Sky Captain promotional comic book cover
4. Sky Captain was filmed almost entirely on a "digital backlot" with the actors performing against blue screen at London's Elstree Studios, and environments created with CGI. It was the first major blue screen American movie production, which later became more common with films like 300 and Sin City.
Gweneth Paltow, Kevin Conran, Jude Law on the set;
Credit: Paramount Pictures
5. The only completely real set built was Polly Perkins' office, because they didn't have time to shoot it in blue screen and render it later.
Polly Perkins (Gweneth Paltrow)
Credit: Paramount Pictures
6. The shot of the over-sized radio tower giving off radio waves calling for Sky Captain is a reference to the RKO Radio Pictures logo.
RKO Radio Pictures Logo
7. It took only twenty-six days to shoot the footage for the movie, but spent two years in post production to complete the visual effects.

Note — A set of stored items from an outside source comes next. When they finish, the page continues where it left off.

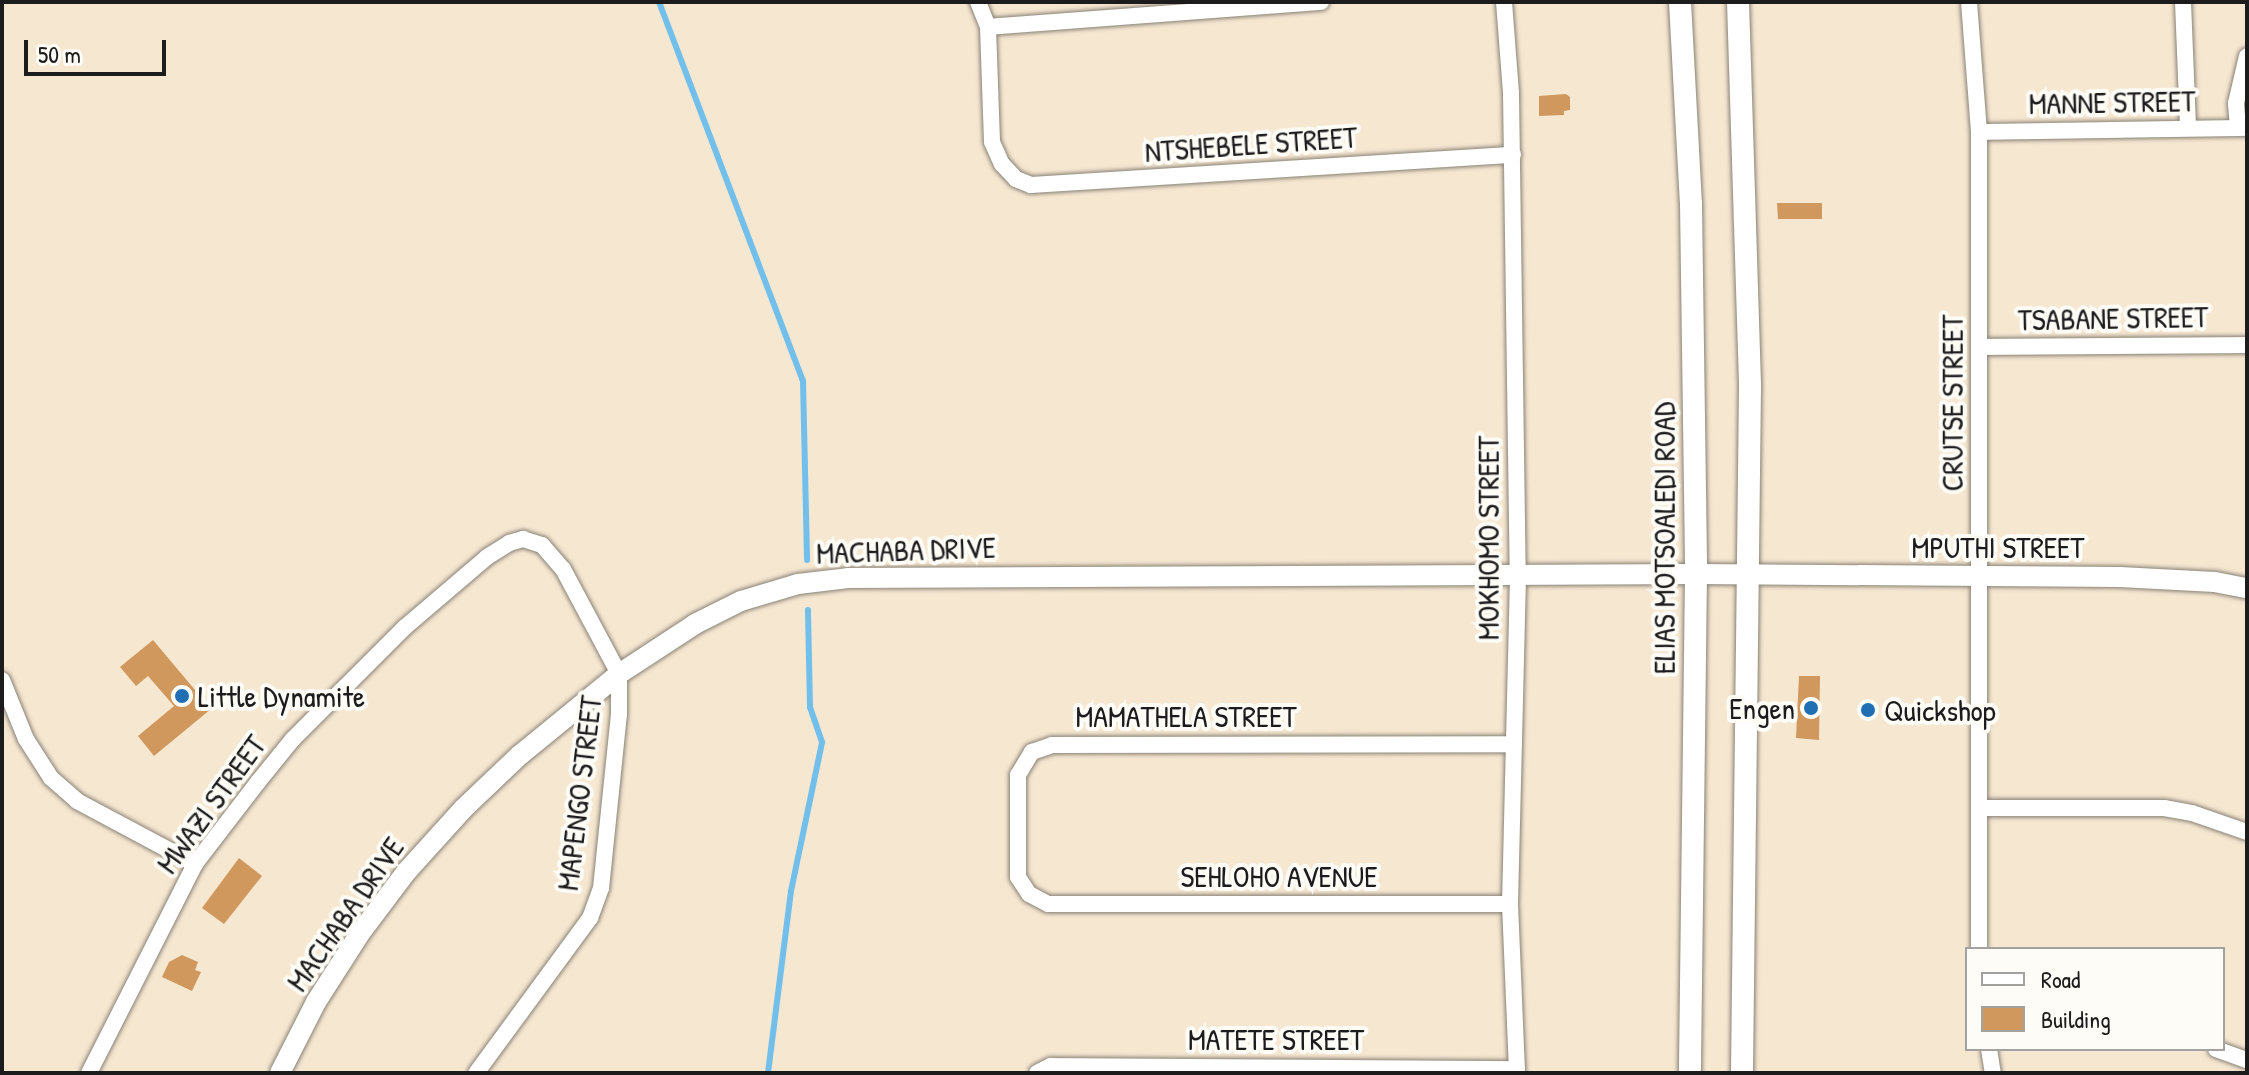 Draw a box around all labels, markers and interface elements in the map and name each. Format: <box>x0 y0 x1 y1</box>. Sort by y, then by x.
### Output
scale bar <box>28 24 170 74</box>
text: 50 m <box>38 38 81 70</box>
street label: MANNE STREET <box>2028 83 2196 121</box>
street label: NTSHEBELE STREET <box>1144 119 1358 169</box>
street label: TSABANE STREET <box>2017 298 2209 338</box>
street label: CRUTSE STREET <box>1934 315 1970 491</box>
street label: ELIAS MOTSOALEDI ROAD <box>1646 402 1682 674</box>
street label: MOKHOMO STREET <box>1470 436 1506 640</box>
street label: MACHABA DRIVE <box>816 529 996 571</box>
street label: MPUTHI STREET <box>1912 529 2084 565</box>
place label: Little Dynamite <box>198 678 365 714</box>
marker: Little Dynamite <box>173 687 191 705</box>
place label: Engen <box>1729 690 1795 726</box>
place label: Quickshop <box>1884 692 1996 728</box>
street label: MAPENGO STREET <box>549 693 609 893</box>
street label: MAMATHELA STREET <box>1075 698 1297 734</box>
marker: Engen <box>1802 699 1820 717</box>
marker: Quickshop <box>1859 701 1877 719</box>
street label: MWAZI STREET <box>149 728 273 880</box>
street label: MACHABA DRIVE <box>279 830 411 998</box>
street label: SEHLOHO AVENUE <box>1180 858 1378 894</box>
legend <box>1965 947 2225 1051</box>
text: Road <box>2041 963 2080 995</box>
text: Building <box>2041 1003 2111 1035</box>
street label: MATETE STREET <box>1188 1021 1364 1057</box>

8. The robots in the opening attack are inspired by the robots in the classic 1941 Superman cartoon, "The Mechanical Monsters."
Robot from "The Mechanical Monsters"
9. Totenkopf means "head of a dead person" or "skull" in German. It was adopted as the name of Adolf Hitler's personal bodyguards during WWII.

10. Even though her role as Franky Cook was relatively small, Angelina Jolie spent hours in her own time interviewing elderly World War II pilots to get a sense of their mannerisms and how they talked.
Frankie Cook (Angelina Jolie);
Credit: Paramount Pictures
11. Conran originally wanted to present the movie as a series of chapters with cliffhangers like a serial, but was talked out of it.

12. Doctor Totenkopf is portrayed with digitally altered footage of a young Sir Lawrence Olivier. It was Jude Law's idea to use Olivier, because he'd always wanted to work with the legendary actor.
Doctor Totenkopf (Lawrence Olivier)
Credit: Paramount Pictures
13. At one point, we see a newspaper that shows Godzilla in Tokyo.
Credit: Paramount Pictures
Source: Movie Mistakes.com
14. Before shooting the film with his main cast, Conran shot the entire movie with extras and used the footage as reference animatics for the full movie.

15. The sphere and prism seen above the mine are based on famous icons from the 1939 World's Fair.

16. The dinosaur creatures of Totenkopf's island were designed by the legendary Stan Winston Studio.

17. The interior of Radio City Music Hall and the headquarters of The Chronicle are not made with CGI. They're actually photographs digitally assembled together into panoramic backgrounds.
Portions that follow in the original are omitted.